In further support of a K+-rich diet, in a study of >500,000 people in China between 30 and 79 yr old, without CVD or antihypertensive treatment at baseline, participants were queried regarding frequency of fresh fruit consumption, a rich source of dietary K+ (14). BP (systolic reduced 4 mmHg), blood glucose (reduced 9.0 mg/dl), and risks of major CVDs such as ischemic heart disease and stroke (adjusted hazard ratios of 0.60 for cardiovascular deaths) were significantly lower in participants who reported daily or frequent fruit consumption than in those who ate fruit rarely to never. Based on studies like these, Drewnowski and colleagues (13) analyzed the monetary cost of diets based on K+, Na+, and Na+-to-K+ ratios and concluded that K+-rich diets were associated with higher costs, while higher-Na+ diets were not. These investigators recommended that lowering costs of certain K+-rich foods could be an effective mechanism to lower the dietary Na+-to-K+ ratio and recommended identifying low-cost high-K+ foods that should be promoted (e.g., dried beans, potatoes, coffee, skim milk, and bananas).

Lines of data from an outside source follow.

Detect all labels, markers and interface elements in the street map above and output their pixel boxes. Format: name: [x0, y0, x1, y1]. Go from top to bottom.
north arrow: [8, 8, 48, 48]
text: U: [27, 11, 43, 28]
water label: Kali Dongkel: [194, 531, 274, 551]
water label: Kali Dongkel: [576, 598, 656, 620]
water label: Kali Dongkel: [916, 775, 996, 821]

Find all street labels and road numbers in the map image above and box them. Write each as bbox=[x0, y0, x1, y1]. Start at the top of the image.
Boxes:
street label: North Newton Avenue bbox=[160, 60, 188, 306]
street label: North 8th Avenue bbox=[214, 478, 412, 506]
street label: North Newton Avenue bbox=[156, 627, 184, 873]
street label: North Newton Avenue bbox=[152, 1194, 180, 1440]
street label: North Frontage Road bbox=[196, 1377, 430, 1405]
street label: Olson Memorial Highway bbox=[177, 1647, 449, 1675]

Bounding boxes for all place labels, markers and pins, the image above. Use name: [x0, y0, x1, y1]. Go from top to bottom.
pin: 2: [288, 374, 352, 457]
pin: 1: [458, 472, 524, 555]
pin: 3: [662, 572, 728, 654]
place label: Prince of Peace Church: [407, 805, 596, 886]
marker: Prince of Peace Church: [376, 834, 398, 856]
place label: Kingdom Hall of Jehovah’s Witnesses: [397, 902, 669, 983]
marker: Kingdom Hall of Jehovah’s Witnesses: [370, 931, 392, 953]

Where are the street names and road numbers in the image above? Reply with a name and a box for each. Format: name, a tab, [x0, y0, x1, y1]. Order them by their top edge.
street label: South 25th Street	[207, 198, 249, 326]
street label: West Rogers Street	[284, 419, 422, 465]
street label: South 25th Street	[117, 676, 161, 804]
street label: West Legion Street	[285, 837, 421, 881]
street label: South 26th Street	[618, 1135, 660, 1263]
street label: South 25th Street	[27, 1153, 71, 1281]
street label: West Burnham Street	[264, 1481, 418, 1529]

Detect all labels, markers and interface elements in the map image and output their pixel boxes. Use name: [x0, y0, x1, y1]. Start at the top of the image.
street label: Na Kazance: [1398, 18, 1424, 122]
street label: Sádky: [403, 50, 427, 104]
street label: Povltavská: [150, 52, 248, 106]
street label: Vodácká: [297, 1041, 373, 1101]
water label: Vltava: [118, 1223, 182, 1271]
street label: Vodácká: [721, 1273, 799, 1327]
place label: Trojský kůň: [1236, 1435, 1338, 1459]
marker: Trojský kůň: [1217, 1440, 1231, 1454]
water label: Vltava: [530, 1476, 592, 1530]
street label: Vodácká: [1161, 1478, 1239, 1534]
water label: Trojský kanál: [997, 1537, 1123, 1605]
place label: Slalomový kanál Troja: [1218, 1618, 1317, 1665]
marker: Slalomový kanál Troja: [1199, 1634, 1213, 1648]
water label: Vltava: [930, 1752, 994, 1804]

A number of studies also indicate that higher dietary K+ slows the decline in renal function during chronic diseases. In a study of Japanese type 2 diabetic patients followed for 11 yr, Araki et al. (6) reported that higher K+ excretion was associated with a slower decline in renal function and CVD progression and suggested that future studies should evaluate the effects of increasing dietary K+ intake in this burgeoning population. A 2014 study from the ONTARGET and TRANSCEND investigators (58) evaluated 29,000 participants with established vascular disease or diabetes at high cardiovascular risk for a mean of 4.5 yr and evaluated renal outcomes, including glomerular filtration rate decline, proteinuria, and hyperkalemia, as a function of fasting morning urine Na+ and K+ (as surrogates for intake). They observed no association between Na+ and any renal outcome over a range of intakes from 3 to 6 g/day. In contrast, there was a strong linear association between higher K+ intake and reduced renal outcomes over a range of intakes from 1.7 to 2.7 g/day. The authors state that their findings do not support recommendations to lower Na+ intake to <3 g/day, and they suggest that high-K+ diets may benefit the kidney; they recommend against prematurely restricting dietary K+, especially in patients with normal plasma K+ concentration ([K+]). A 2016 study addressing the effects of dietary Na+ and K+ on the progression of patients from chronic kidney disease to end-stage renal disease or death concluded that progression is reduced when chronic kidney disease patients consumed the lowest quartiles of Na+ and K+, suggesting that as the kidney fails and medications that affect Na+ and K+ transport are added, the renal capacity to regulate K+ homeostasis is compromised and K+ is no longer beneficial (25).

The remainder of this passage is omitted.